Both books cover, broadly speaking, the same subject matter. The Jewish Problem is oriented more toward historical and political data, while An Enemy of the People is directed more toward contemporary and human questions. In both books, however, the problem is dealt with under the following aspects: (1) the manipulation of anti-Semitism for politically reactionary ends; (2) the history of the Jews and, linked with it, (3) the question of why the Jewish people offers such a persistent target for prejudice; (4) the solution of the Jewish problem, which for Dr. Parkes would be synonymous with the elimination of prejudice; and (5) the psychological and sociological analysis of prejudice.

Dr. Parkes is at his best in dealing with the history and politics. The story of the persecution of the Russian Jews in the 19th century, the Dreyfus Affair, the account of the forgery and the final exposure as a huge swindle of the “Protocols of the Elders of Zion,” include all the salient facts and are dramatically told.

His account of the Palestine problem is comprehensive and fair; that he has nothing new to add is the fault, after all, of this particular subject matter. He makes a reasoned argument for the establishment of a Jewish homeland in Palestine for those who want to go there. Though he considers the historical and legal claims of Arabs and Jews equally justified, the moral claim of Jewry and its desperate need, he maintains, tip the balance in its favor.
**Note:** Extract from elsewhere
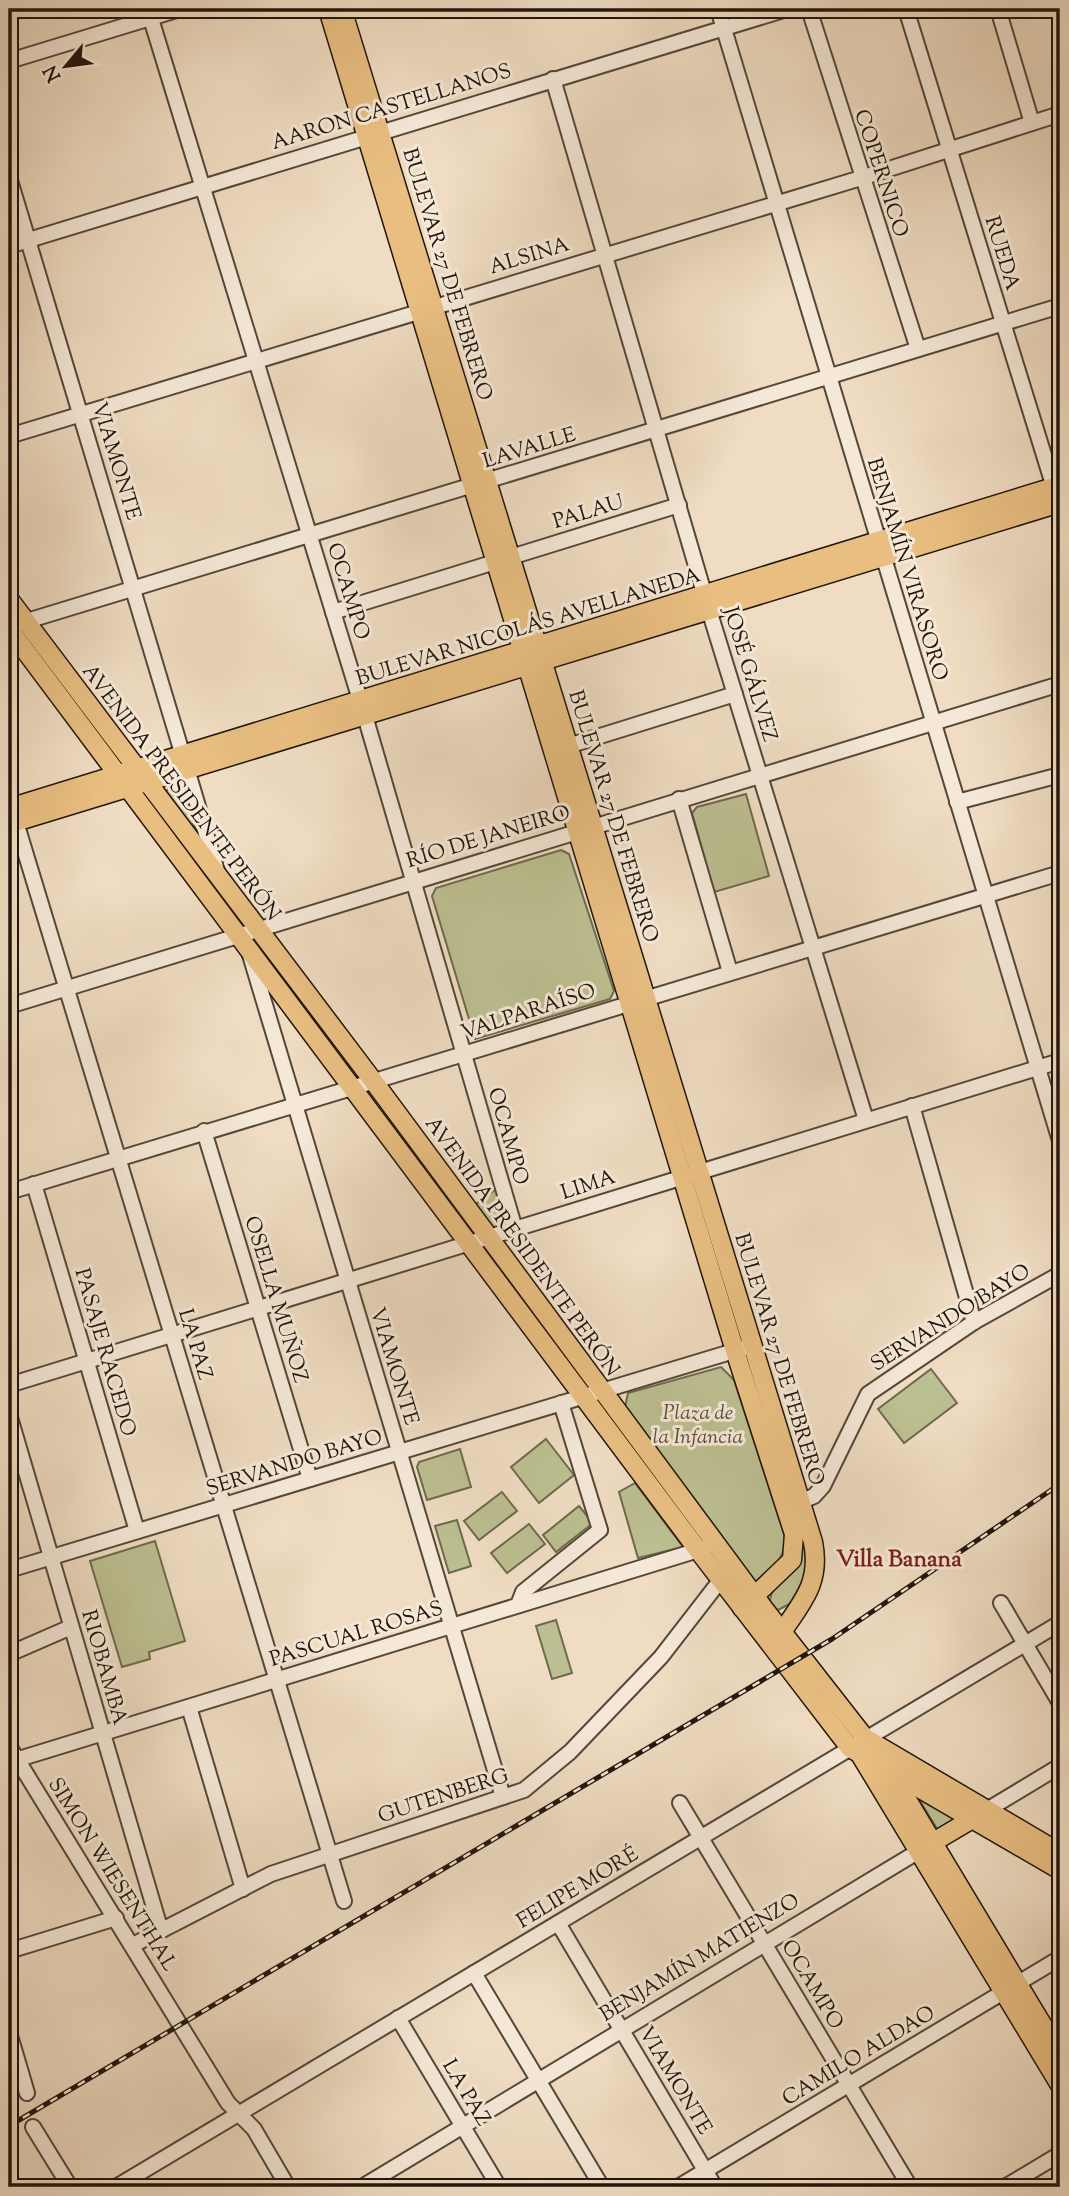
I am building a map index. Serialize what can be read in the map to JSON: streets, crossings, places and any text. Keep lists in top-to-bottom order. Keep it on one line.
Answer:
{"streets":{"main road":["BULEVAR 27 DE FEBRERO","BULEVAR NICOLÁS AVELLANEDA","AVENIDA PRESIDENTE PERÓN","BENJAMÍN MATIENZO"],"street":["AARON CASTELLANOS","COPERNICO","RUEDA","ALSINA","LAVALLE","VIAMONTE","PALAU","BENJAMÍN VIRASORO","OCAMPO","JOSÉ GÁLVEZ","RÍO DE JANEIRO","VALPARAÍSO","LIMA","OSELLA MUÑOZ","SERVANDO BAYO","LA PAZ","PASAJE RACEDO","PASCUAL ROSAS","RIOBAMBA","GUTENBERG","SIMON WIESENTHAL","FELIPE MORÉ","CAMILO ALDAO"]},"crossings":[["AARON CASTELLANOS","BULEVAR 27 DE FEBRERO"],["AARON CASTELLANOS","VIAMONTE"],["AARON CASTELLANOS","BENJAMÍN VIRASORO"],["AARON CASTELLANOS","OCAMPO"],["AARON CASTELLANOS","JOSÉ GÁLVEZ"],["COPERNICO","ALSINA"],["COPERNICO","LAVALLE"],["RUEDA","ALSINA"],["RUEDA","LAVALLE"],["RUEDA","BULEVAR NICOLÁS AVELLANEDA"],["ALSINA","BULEVAR 27 DE FEBRERO"],["ALSINA","VIAMONTE"],["ALSINA","BENJAMÍN VIRASORO"],["ALSINA","OCAMPO"],["ALSINA","JOSÉ GÁLVEZ"],["BULEVAR 27 DE FEBRERO","LAVALLE"],["BULEVAR 27 DE FEBRERO","PALAU"],["BULEVAR 27 DE FEBRERO","BULEVAR NICOLÁS AVELLANEDA"],["BULEVAR 27 DE FEBRERO","AVENIDA PRESIDENTE PERÓN"],["BULEVAR 27 DE FEBRERO","RÍO DE JANEIRO"],["BULEVAR 27 DE FEBRERO","VALPARAÍSO"],["BULEVAR 27 DE FEBRERO","LIMA"],["BULEVAR 27 DE FEBRERO","SERVANDO BAYO"],["LAVALLE","VIAMONTE"],["LAVALLE","BENJAMÍN VIRASORO"],["LAVALLE","OCAMPO"],["LAVALLE","JOSÉ GÁLVEZ"],["LAVALLE","AVENIDA PRESIDENTE PERÓN"],["VIAMONTE","BULEVAR NICOLÁS AVELLANEDA"],["VIAMONTE","AVENIDA PRESIDENTE PERÓN"],["VIAMONTE","RÍO DE JANEIRO"],["VIAMONTE","VALPARAÍSO"],["VIAMONTE","LIMA"],["VIAMONTE","SERVANDO BAYO"],["VIAMONTE","PASCUAL ROSAS"],["VIAMONTE","GUTENBERG"],["VIAMONTE","FELIPE MORÉ"],["VIAMONTE","BENJAMÍN MATIENZO"],["VIAMONTE","CAMILO ALDAO"],["PALAU","OCAMPO"],["PALAU","JOSÉ GÁLVEZ"],["BENJAMÍN VIRASORO","BULEVAR NICOLÁS AVELLANEDA"],["BENJAMÍN VIRASORO","RÍO DE JANEIRO"],["BENJAMÍN VIRASORO","VALPARAÍSO"],["BENJAMÍN VIRASORO","LIMA"],["OCAMPO","BULEVAR NICOLÁS AVELLANEDA"],["OCAMPO","RÍO DE JANEIRO"],["OCAMPO","VALPARAÍSO"],["OCAMPO","LIMA"],["OCAMPO","FELIPE MORÉ"],["OCAMPO","BENJAMÍN MATIENZO"],["OCAMPO","CAMILO ALDAO"],["BULEVAR NICOLÁS AVELLANEDA","JOSÉ GÁLVEZ"],["BULEVAR NICOLÁS AVELLANEDA","AVENIDA PRESIDENTE PERÓN"],["BULEVAR NICOLÁS AVELLANEDA","LA PAZ"],["JOSÉ GÁLVEZ","RÍO DE JANEIRO"],["JOSÉ GÁLVEZ","VALPARAÍSO"],["JOSÉ GÁLVEZ","LIMA"],["AVENIDA PRESIDENTE PERÓN","RÍO DE JANEIRO"],["AVENIDA PRESIDENTE PERÓN","VALPARAÍSO"],["AVENIDA PRESIDENTE PERÓN","LIMA"],["AVENIDA PRESIDENTE PERÓN","SERVANDO BAYO"],["AVENIDA PRESIDENTE PERÓN","PASCUAL ROSAS"],["AVENIDA PRESIDENTE PERÓN","GUTENBERG"],["AVENIDA PRESIDENTE PERÓN","FELIPE MORÉ"],["AVENIDA PRESIDENTE PERÓN","BENJAMÍN MATIENZO"],["RÍO DE JANEIRO","LA PAZ"],["VALPARAÍSO","OSELLA MUÑOZ"],["VALPARAÍSO","LA PAZ"],["VALPARAÍSO","PASAJE RACEDO"],["LIMA","OSELLA MUÑOZ"],["LIMA","LA PAZ"],["LIMA","PASAJE RACEDO"],["OSELLA MUÑOZ","SERVANDO BAYO"],["SERVANDO BAYO","LA PAZ"],["SERVANDO BAYO","PASAJE RACEDO"],["SERVANDO BAYO","RIOBAMBA"],["LA PAZ","PASCUAL ROSAS"],["LA PAZ","GUTENBERG"],["LA PAZ","FELIPE MORÉ"],["LA PAZ","BENJAMÍN MATIENZO"],["PASCUAL ROSAS","RIOBAMBA"],["PASCUAL ROSAS","SIMON WIESENTHAL"],["RIOBAMBA","GUTENBERG"],["GUTENBERG","SIMON WIESENTHAL"],["SIMON WIESENTHAL","FELIPE MORÉ"]],"districts":["Villa Banana"],"parks":["Plaza de la Infancia"],"north":"bottom left"}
It is in his discussion of the sociological and psychological functions of prejudice, however, that one takes profound exception to what Dr. Parkes says. Not only does his treatment here remain little more than sketchy; it shifts, significantly, in a chapter headed “The Psychology and Sociology of Anti-Semitism,” from the problem of anti-Semitism to a consideration of the problem of the Jews themselves. And here Dr. Parkes reveals himself as an adherent of that school of thought which implies, with apparent good common sense, that there wouldn’t be any anti-Semitism if it weren’t for the Jews. Of course, Dr. Parkes does not draw the logical conclusion that only the extermination of the Jews would finally remove the bane of anti-Semitism. But some people have—and do.
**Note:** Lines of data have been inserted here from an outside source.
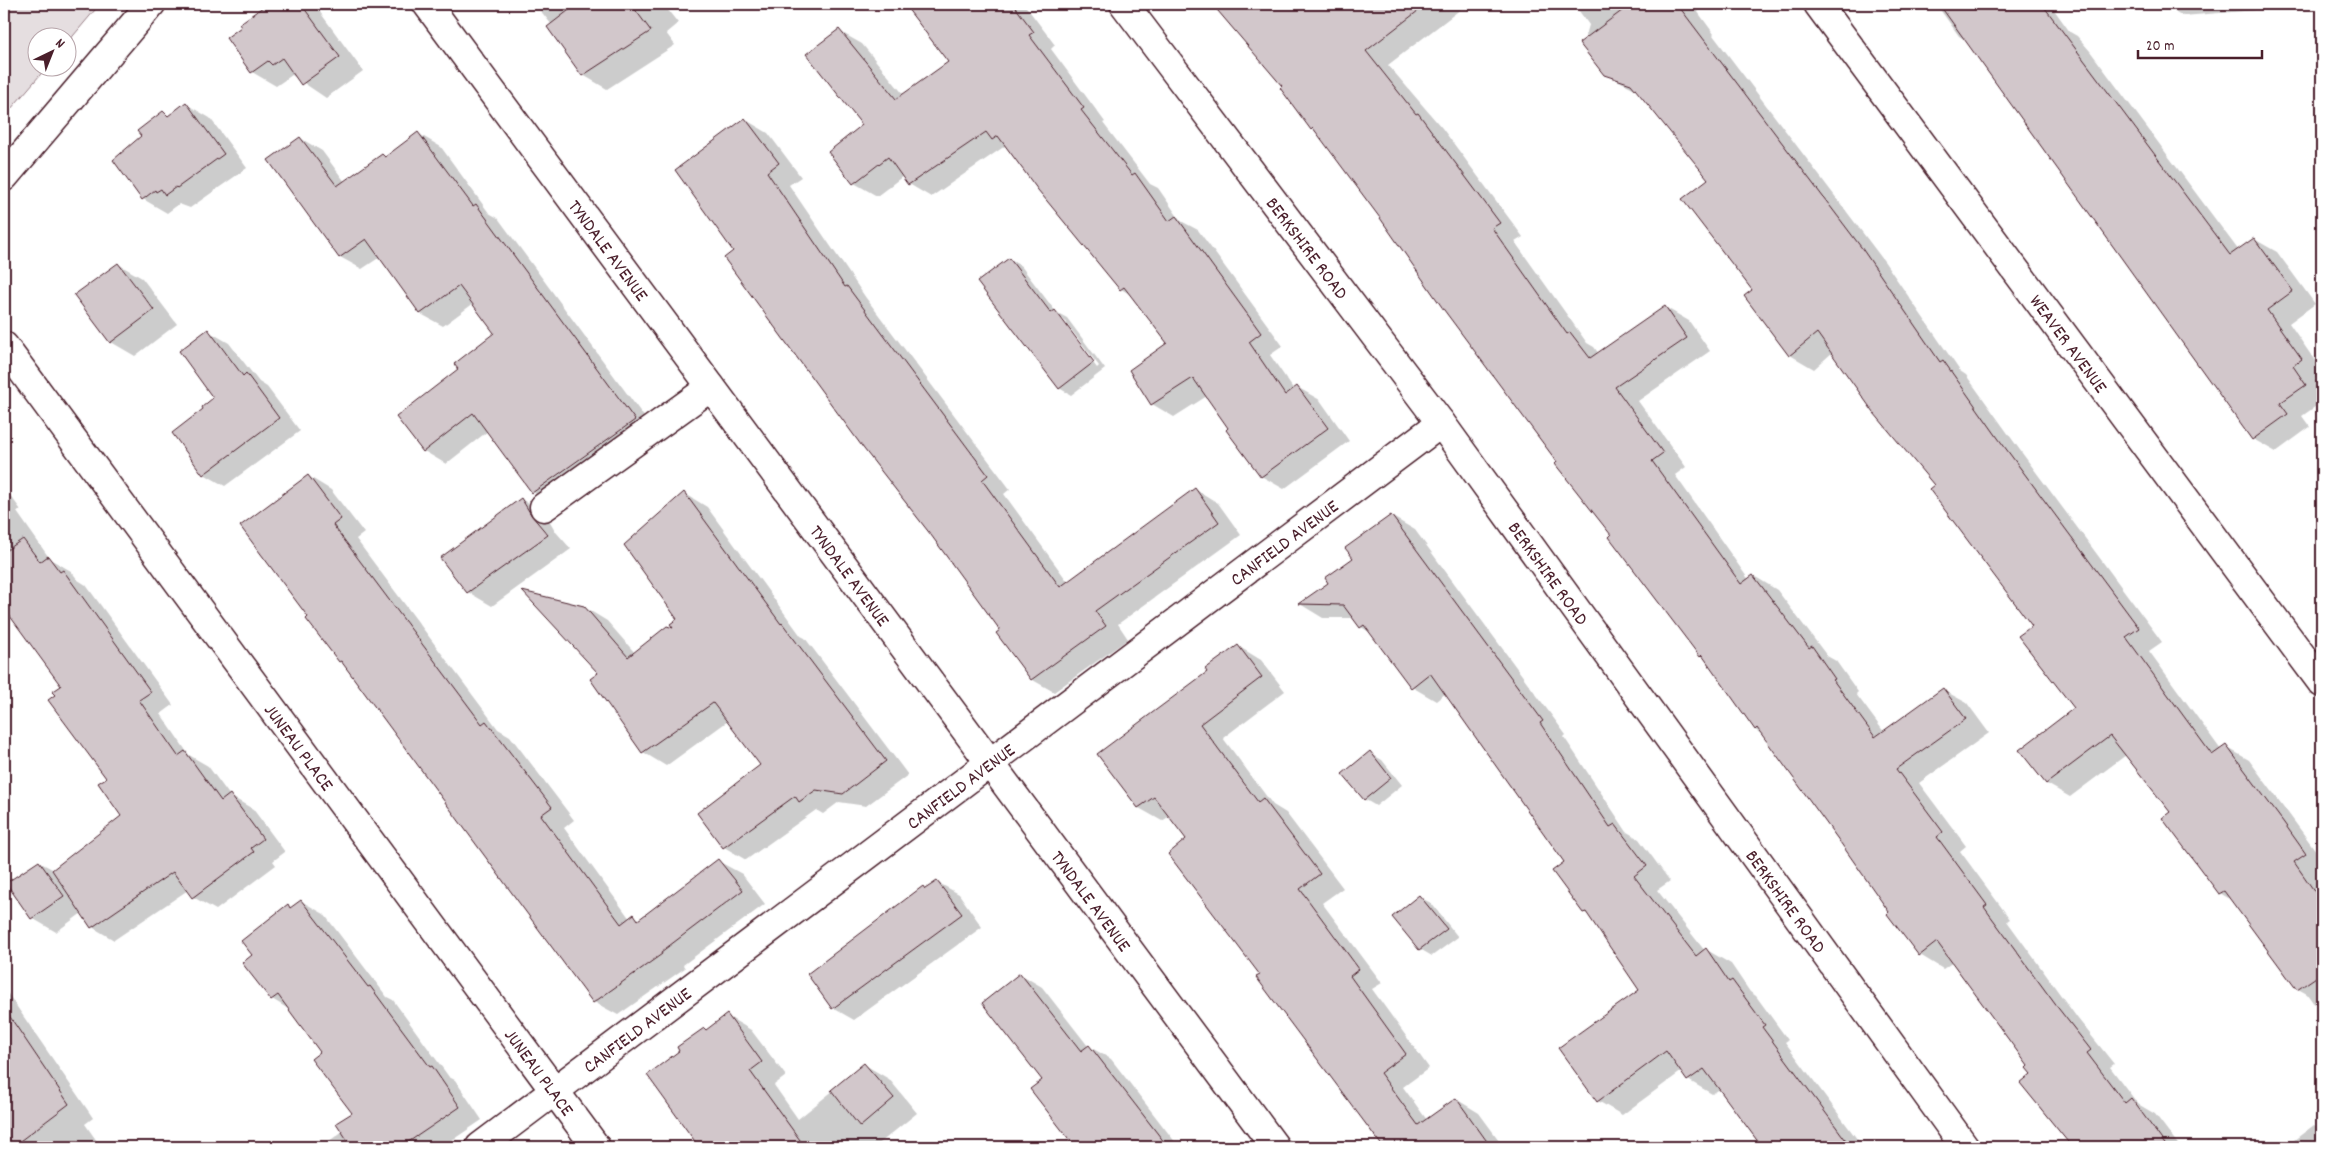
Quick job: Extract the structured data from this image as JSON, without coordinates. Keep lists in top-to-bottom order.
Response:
{
  "streets": {
    "street": [
      "BERKSHIRE ROAD",
      "TYNDALE AVENUE",
      "WEAVER AVENUE",
      "CANFIELD AVENUE",
      "JUNEAU PLACE"
    ]
  },
  "crossings": [
    ["BERKSHIRE ROAD", "CANFIELD AVENUE"],
    ["TYNDALE AVENUE", "CANFIELD AVENUE"],
    ["CANFIELD AVENUE", "JUNEAU PLACE"]
  ],
  "scale_bar": "20 m",
  "north": "top right"
}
The horrifying similarity between all forms of anti-group prejudice, whether expressed through lynching, anti-Semitism, Moslem-Hindu riots, or the persecution of the early Christians, has been pointed out often enough. True, if there were no Jews, anti-Semitism would disappear after a while. But prejudice would remain as long as the conditions—social, economic, and psychological—on which prejudice feeds remain: as long as want and frustration continue, as aggressiveness is wrongly handled in early childhood, as the tendency to project upon others what one fears in oneself persists, and as the fear of the different as fostered in a competitive society remains. If these are the real roots of prejudice, then prejudice must be tackled in the prejudiced person, not in his victim, for whom, in any case, our culture unfortunately provides many alternate substitutes should this particular one disappear.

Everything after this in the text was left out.